Quenchable Thirst

Have you ever been thirsty? Like, really, really thirsty, where your mouth is sticking together for lack of hydration? If you’ve had surgery, you might remember that the first sensation upon coming out of anesthesia is thirst. Nurses are talking to you and giving you all kinds of instructions, and all you can think is “WHERE IS MY MOUNTAIN DEW, WOMAN??”

Our souls thirst in the same way. God created us with a “lack-mechanism” where we experience a pervasive feeling of lacking for something. C.S. Lewis once said that he created us with a hole in our hearts that only he can fill. God wants us to feel a need for him. This lack-mechanism prompts us to go out and find what we need to quench our soul-thirst.

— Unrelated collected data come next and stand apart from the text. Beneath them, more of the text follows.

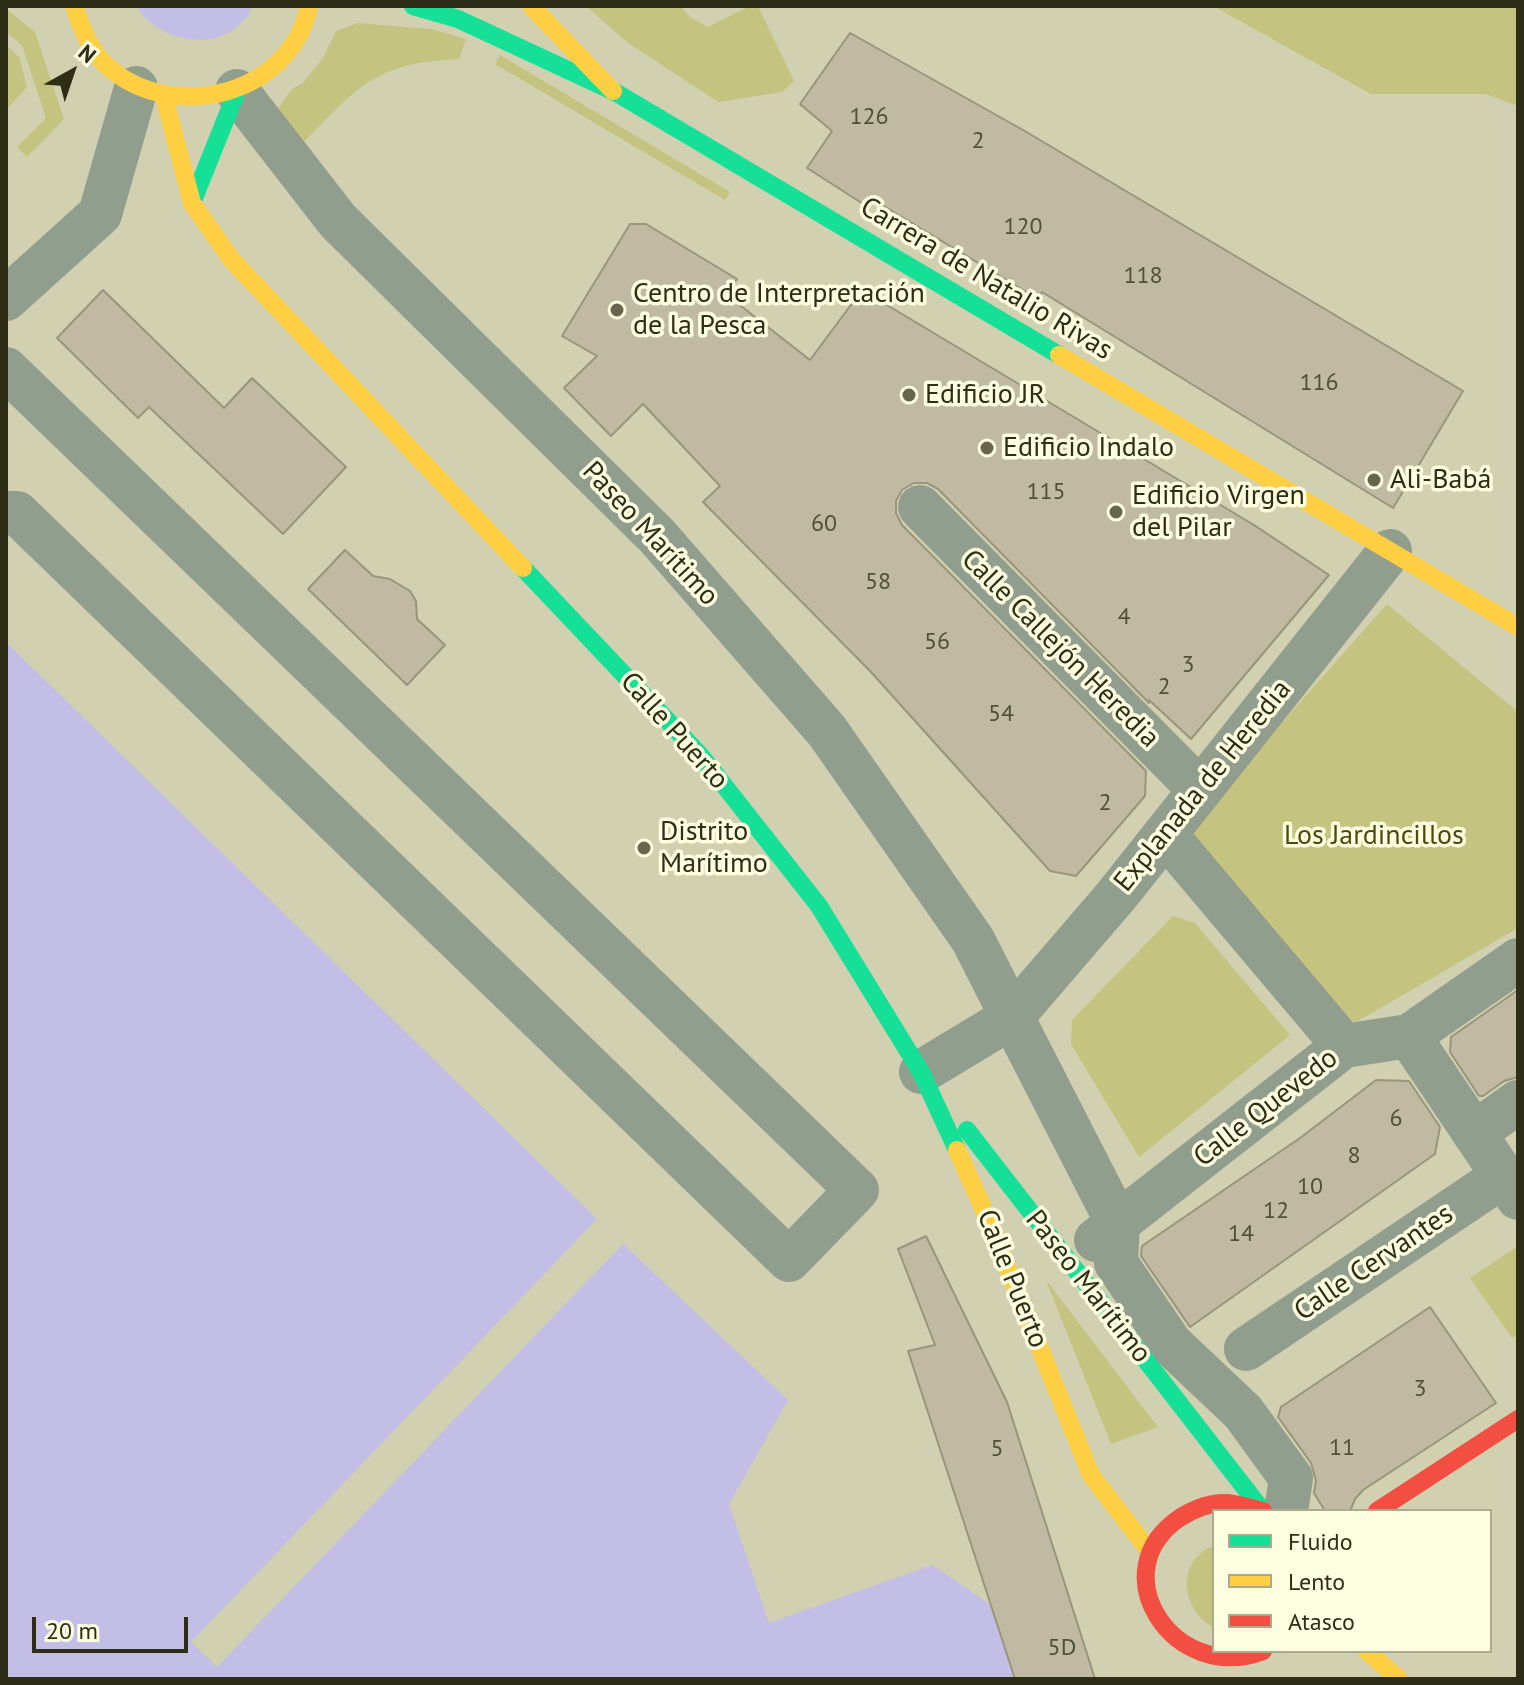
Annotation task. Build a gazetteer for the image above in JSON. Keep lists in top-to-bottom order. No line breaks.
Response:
{"streets":{"main road":["Carrera de Natalio Rivas","Paseo Marítimo","Calle Puerto"],"street":["Calle Callejón Heredia","Explanada de Heredia","Calle Quevedo","Calle Cervantes"]},"crossings":[["Carrera de Natalio Rivas","Explanada de Heredia"],["Paseo Marítimo","Calle Puerto"],["Paseo Marítimo","Explanada de Heredia"],["Paseo Marítimo","Calle Quevedo"],["Calle Callejón Heredia","Explanada de Heredia"]],"parks":["Los Jardincillos"],"places":["Centro de Interpretación de la Pesca","Edificio JR","Edificio Indalo","Ali-Babá","Edificio Virgen del Pilar","Distrito Marítimo"],"house_numbers":["126","2","120","118","116","115","60","58","4","56","3","2","54","2","6","8","10","12","14","3","11","5","5D"],"legend":["Fluido","Lento","Atasco"],"scale_bar":"20 m","north":"top right"}
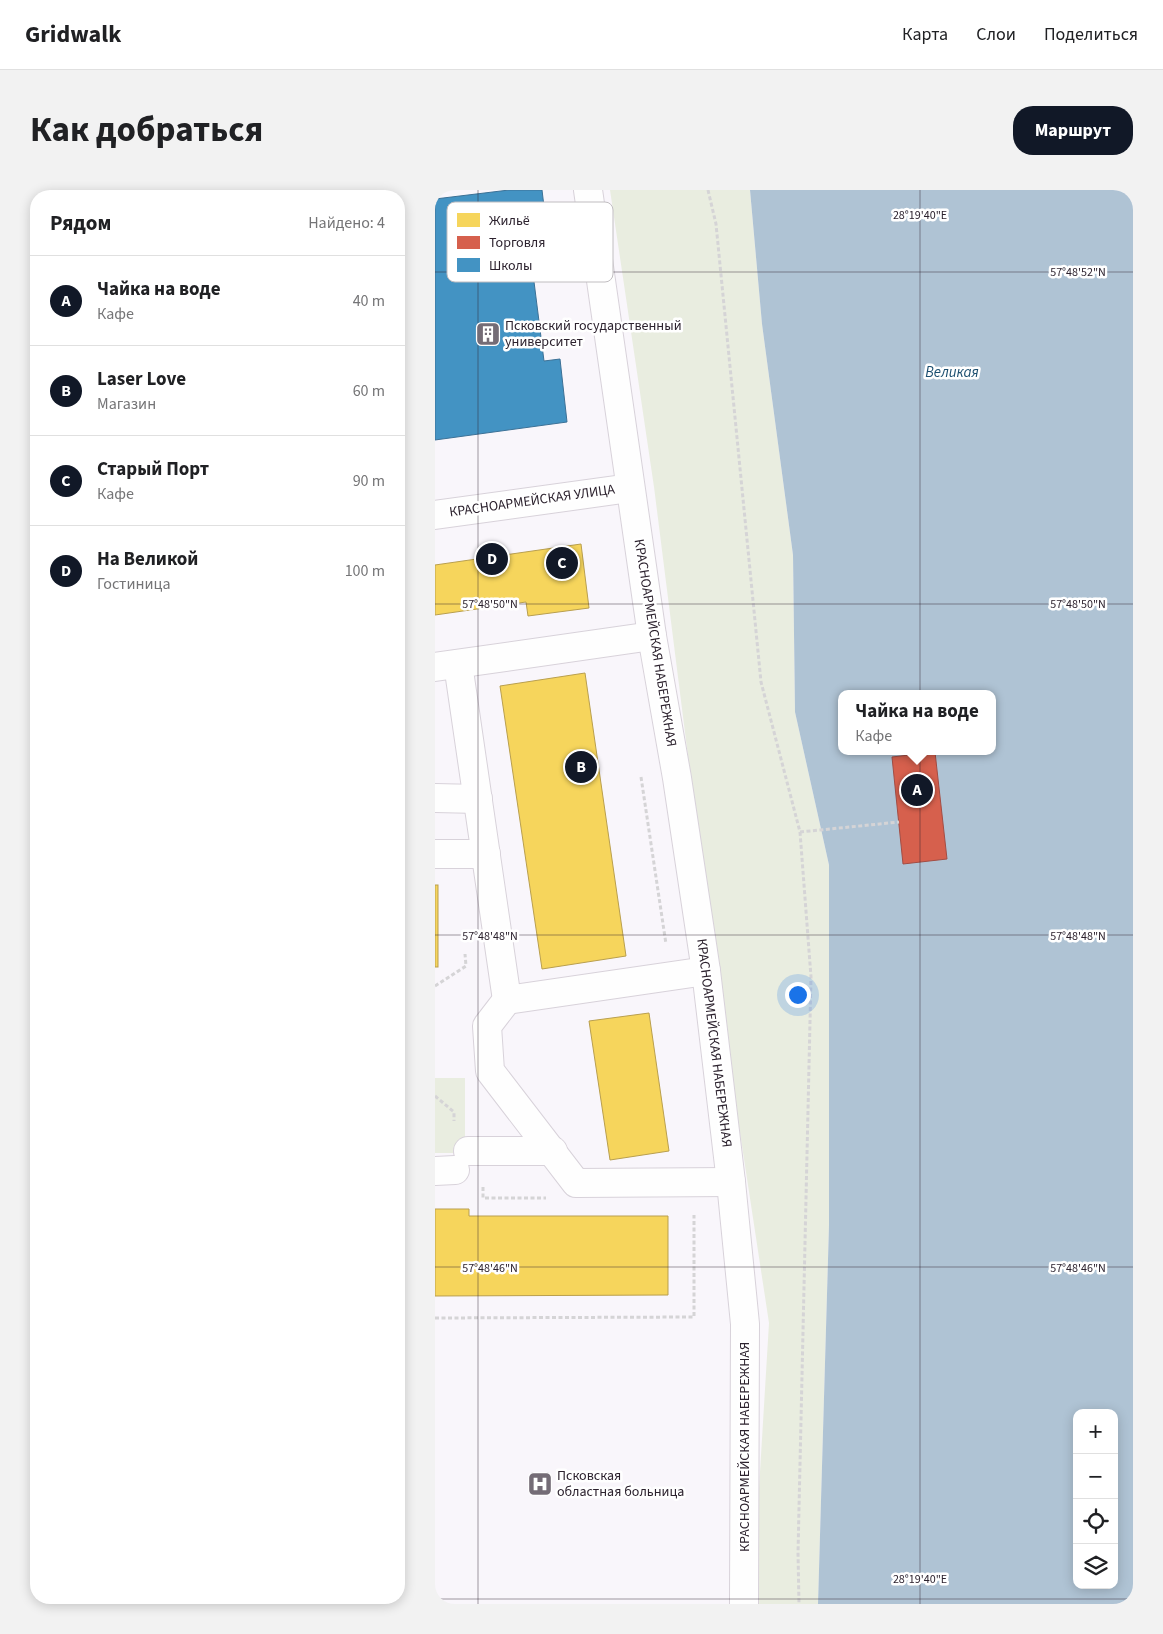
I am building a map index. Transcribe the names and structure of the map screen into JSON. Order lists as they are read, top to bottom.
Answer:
{
  "streets": {
    "street": ["КРАСНОАРМЕЙСКАЯ УЛИЦА", "КРАСНОАРМЕЙСКАЯ НАБЕРЕЖНАЯ"]
  },
  "crossings": [
    ["КРАСНОАРМЕЙСКАЯ УЛИЦА", "КРАСНОАРМЕЙСКАЯ НАБЕРЕЖНАЯ"]
  ],
  "water": ["Великая"],
  "places": {
    "building": ["Псковский государственный университет"],
    "hospital": ["Псковская областная больница"]
  },
  "legend": ["Жильё", "Торговля", "Школы"],
  "page": {
    "header": "Gridwalk",
    "nav": ["Карта", "Слои", "Поделиться"],
    "title": "Как добраться",
    "buttons": "Маршрут",
    "heading": ["Рядом", "Найдено: 4"],
    "list": [
      {
        "mark": "A",
        "name": "Чайка на воде",
        "note": "Кафе",
        "value": "40 m"
      },
      {
        "mark": "B",
        "name": "Laser Love",
        "note": "Магазин",
        "value": "60 m"
      },
      {
        "mark": "C",
        "name": "Старый Порт",
        "note": "Кафе",
        "value": "90 m"
      },
      {
        "mark": "D",
        "name": "На Великой",
        "note": "Гостиница",
        "value": "100 m"
      }
    ],
    "pins": [
      "D",
      "C",
      "B",
      "A"
    ],
    "popup": ["Чайка на воде", "Кафе"],
    "map_buttons": ["+", "−"]
  },
  "coordinates": [
    "28°19'40\"E",
    "57°48'52\"N",
    "57°48'50\"N",
    "57°48'48\"N",
    "57°48'46\"N"
  ]
}
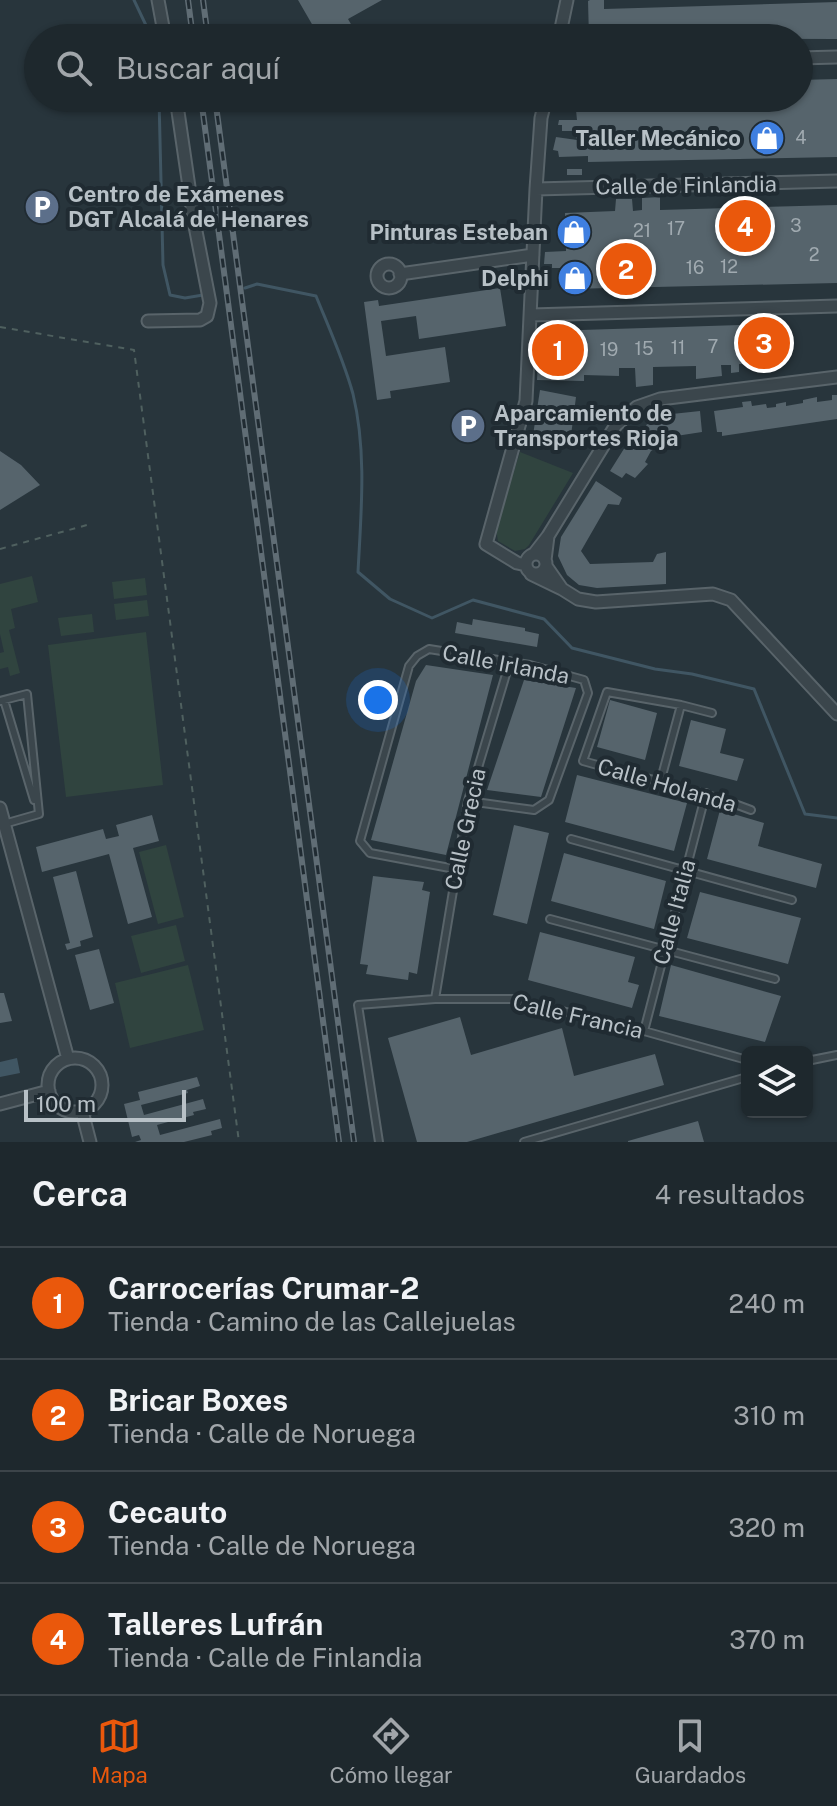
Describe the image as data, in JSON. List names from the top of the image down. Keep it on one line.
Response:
{"streets":{"street":["Calle de Finlandia"],"lane":["Calle Irlanda","Calle Holanda","Calle Grecia","Calle Italia","Calle Francia"]},"crossings":[["Calle Irlanda","Calle Grecia"],["Calle Holanda","Calle Italia"],["Calle Grecia","Calle Francia"],["Calle Italia","Calle Francia"]],"places":{"shop":["Taller Mecánico","Pinturas Esteban","Delphi"],"parking":["Centro de Exámenes DGT Alcalá de Henares","Aparcamiento de Transportes Rioja"]},"house_numbers":["4","3","17","21","2","12","16","7","11","15","19"],"scale_bar":"100 m","page":{"search":"Buscar aquí","pins":["4","2","3","1"],"scale":"100 m","heading":["Cerca","4 resultados"],"list":[{"mark":"1","name":"Carrocerías Crumar-2","note":"Tienda · Camino de las Callejuelas","value":"240 m"},{"mark":"2","name":"Bricar Boxes","note":"Tienda · Calle de Noruega","value":"310 m"},{"mark":"3","name":"Cecauto","note":"Tienda · Calle de Noruega","value":"320 m"},{"mark":"4","name":"Talleres Lufrán","note":"Tienda · Calle de Finlandia","value":"370 m"}],"nav":["Mapa","Cómo llegar","Guardados"]}}
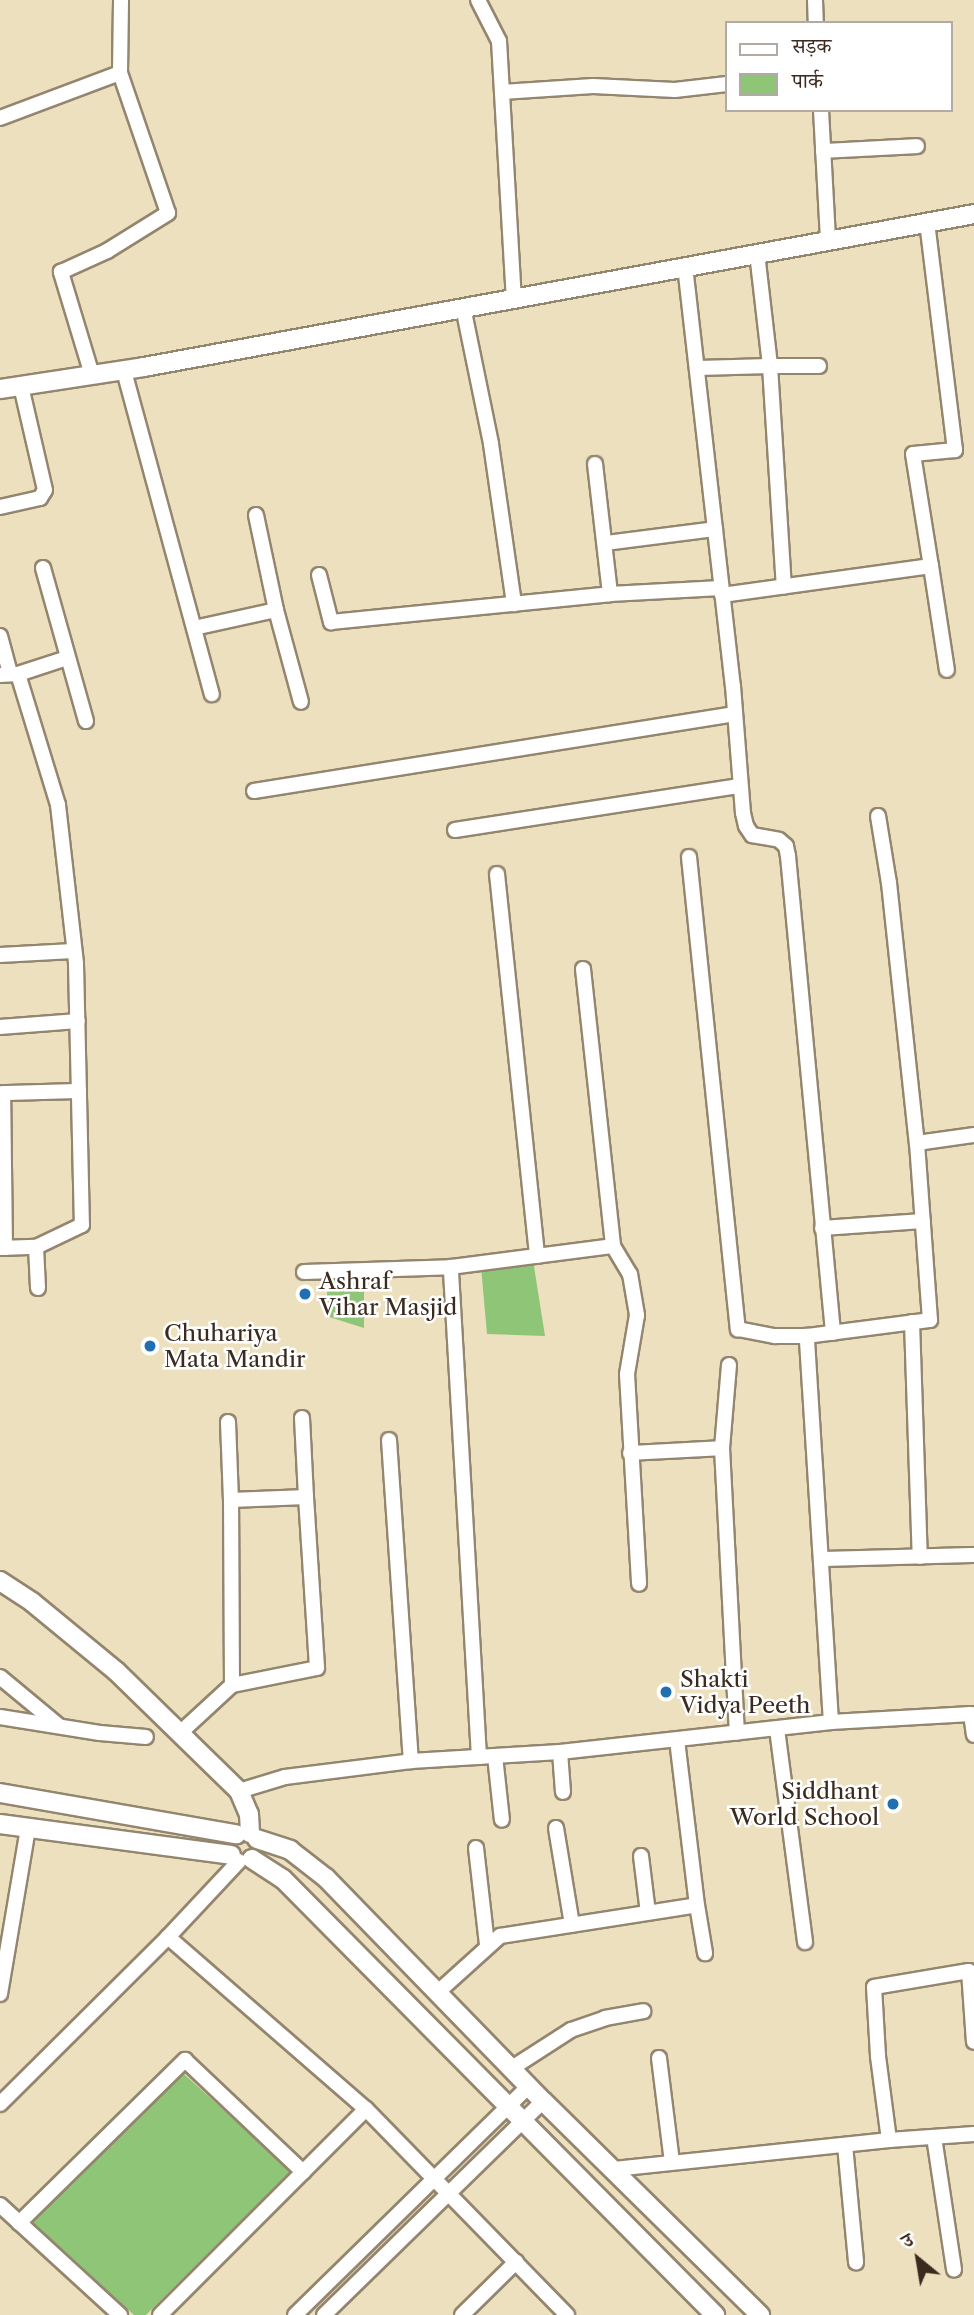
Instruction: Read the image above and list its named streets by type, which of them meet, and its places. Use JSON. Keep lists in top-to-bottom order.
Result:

Too often we try to quench it with worldly ”sody-pop.” The first bottle of empty sugar and fizz that we find is consumed in great quantities. Sometimes sody-pop comes in the form of alcohol or drugs. Sometimes it comes dressed in heels or the well-cut suit of someone we aren’t married to. Maybe it comes in the form of “retail therapy.” Often it comes through your screen as you greedily binge a full weekend away in a sugar coma of Netflix distraction. But it’s like your grandma told you…sody-pop is not good for you. It is too easy to get addicted to sugary fizz, and before you know it, months or years have passed since you had a good drink of real living water.

John 4 (The Message)

4-6 Jesus came into Sychar, a Samaritan village that bordered the field Jacob had given his son Joseph. Jacob’s well was still there. Jesus, worn out by the trip, sat down at the well. It was noon.

7-8 A woman, a Samaritan, came to draw water. Jesus said, “Would you give me a drink of water?” (His disciples had gone to the village to buy food for lunch.)

The Samaritan woman, taken aback, asked, “How come you, a Jew, are asking me, a Samaritan woman, for a drink?” (Jews in those days wouldn’t be caught dead talking to Samaritans.)

10 Jesus answered, “If you knew the generosity of God and who I am, you would be asking me for a drink, and I would give you fresh, living water.”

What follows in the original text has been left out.